左から、名城大の米田勝朗監督、米澤奈々香、 谷本七星、東洋大の梅崎蓮、石田洸介、酒井俊幸監督 写真提供/ナイキジャパン

(スポーツライター:酒井 政人)

名城大の谷本と米澤が着用するシューズ

 紅葉に染まる軽井沢で「NIKE RUNNING MEDIA CAMP 2024」が開催された。ナイキプロダクトの説明、NRCコーチによるランニングセッション、ミニ駅伝などを堪能したが、スペシャルゲストとして登場した東洋大と名城大の監督・選手のトークセッションが面白かった。そのなかでひとつのテーマになったのがシューズの「履き分け」だ。選手たちは、トレーニングでどんなシューズを着用しているのか。

 昨年の全日本大学女子駅伝で7連覇を達成した名城大。主将の谷本七星(4年)とエース的な存在である米澤奈々香(3年)はレース時で着用するモデルが異なっている。

 谷本は駅伝などのレース時は前足部にエアが搭載されている『アルファフライ』だが、米澤は『ヴェイパーフライ』を履いているのだ。

 ジョグはともに『ペガサス』が中心で、谷本は『ペガサス プラス』も併用している。

「ジョグは最も基礎的な練習になるんですけど、練習状況や体調に応じて、キロ6分から速くてキロ4分を切るぐらいのペースで行います。集団走は少し速くなることが多いですね。そのなかでクッション性を意識したいときは『ペガサス プラス』を履いています」(谷本)

「名城大はトラック、ロード、人工芝で練習するんですけど、ケガを予防する意味でもクッション性のある『ペガサス』がいいなと思って愛用しています。反発力があるので、速いジョグで意識的に動きを変えられるのも好きな部分です」(米澤)

 ポイント練習はともにレースと同じモデルを使用することが多いようだ。なおトラックシーズンのスピード練習はともにスパイクの『ドラゴンフライ』を着用している。

「ペース走はより実践的なレースをイメージした練習になるので、フォームもジョグと変わってきますし、レース時と同じ『アルファフライ』を履いています。スピード練習もレースをイメージしているので、トラックシーズンは『ドラゴンフライ』でピンがトラックに引っかかる感覚を養い、駅伝シーズンは『アルファフライ』の反発を太腿裏やお尻など大きな筋肉で受けて、推進力に変えることを意識しています」(谷本)

「駅伝シーズンの1カ月前くらいからペース走とスピード練習は『ヴェイパーフライ』を履いています。練習時からレースの感覚を磨くことで、本番でも生かされると考えているからです。私は『アルファフライ』も試したんですけど、反発力が凄くあるため、自分の動きではちょっときつさが出るように感じたので、しっくりきた『ヴェイパーフライ』を履いています。あとレースでは『軽さ』も自分のなかで大きな要素です」(米澤)

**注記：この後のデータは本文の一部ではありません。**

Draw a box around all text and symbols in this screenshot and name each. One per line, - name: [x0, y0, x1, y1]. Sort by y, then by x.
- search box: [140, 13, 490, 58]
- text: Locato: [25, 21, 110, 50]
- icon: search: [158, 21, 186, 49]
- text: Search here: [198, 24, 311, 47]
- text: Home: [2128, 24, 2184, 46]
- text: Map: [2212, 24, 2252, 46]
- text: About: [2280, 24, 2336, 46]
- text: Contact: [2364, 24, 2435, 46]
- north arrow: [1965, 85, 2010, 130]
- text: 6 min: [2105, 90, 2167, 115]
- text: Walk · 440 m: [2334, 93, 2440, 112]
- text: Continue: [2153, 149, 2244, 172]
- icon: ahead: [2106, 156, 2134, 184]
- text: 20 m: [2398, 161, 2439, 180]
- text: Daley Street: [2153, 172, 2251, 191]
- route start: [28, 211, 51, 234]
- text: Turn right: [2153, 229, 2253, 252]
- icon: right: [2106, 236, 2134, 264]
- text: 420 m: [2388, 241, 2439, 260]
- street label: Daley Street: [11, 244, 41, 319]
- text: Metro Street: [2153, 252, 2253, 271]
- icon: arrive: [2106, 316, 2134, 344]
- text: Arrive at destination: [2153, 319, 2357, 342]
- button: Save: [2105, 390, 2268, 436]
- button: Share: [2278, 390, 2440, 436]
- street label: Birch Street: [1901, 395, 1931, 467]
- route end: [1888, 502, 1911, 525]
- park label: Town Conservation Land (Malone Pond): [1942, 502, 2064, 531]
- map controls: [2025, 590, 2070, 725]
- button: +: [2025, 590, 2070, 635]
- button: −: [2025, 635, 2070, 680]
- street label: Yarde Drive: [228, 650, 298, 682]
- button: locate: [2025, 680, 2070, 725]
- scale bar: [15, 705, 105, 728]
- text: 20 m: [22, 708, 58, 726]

 ナイキは『アルファフライ』と『ヴェイパーフライ』がレーシングシューズの最上位モデルになるが、選手たちは自分の感覚にフィットする方を選んでいるようだ。

 なお名城大は2日間連続でポイント練習するときは、1日目に400m×10本のインターバル、翌日に12000mのペース走などを行うという。そのペースもかなり速い。

「30年前、日体大でコーチをしていましたけど、当時は男子がキロ4分00秒で16~30kmをやっていたんですよ。いまは女子がキロ3分45秒で10000~16000mぐらいを走るんです。シューズの性能が良くなり、練習のペースはかなり上がっています」(名城大・米田勝朗監督)

 また東洋大・酒井俊幸監督は、「距離走は3分30~40秒ぐらいで、ペース走は3分20秒ぐらいからです。姿勢が大切なので、ペース走もレース用シューズを履いて、その動きを定着させることを意識させています」と話していた。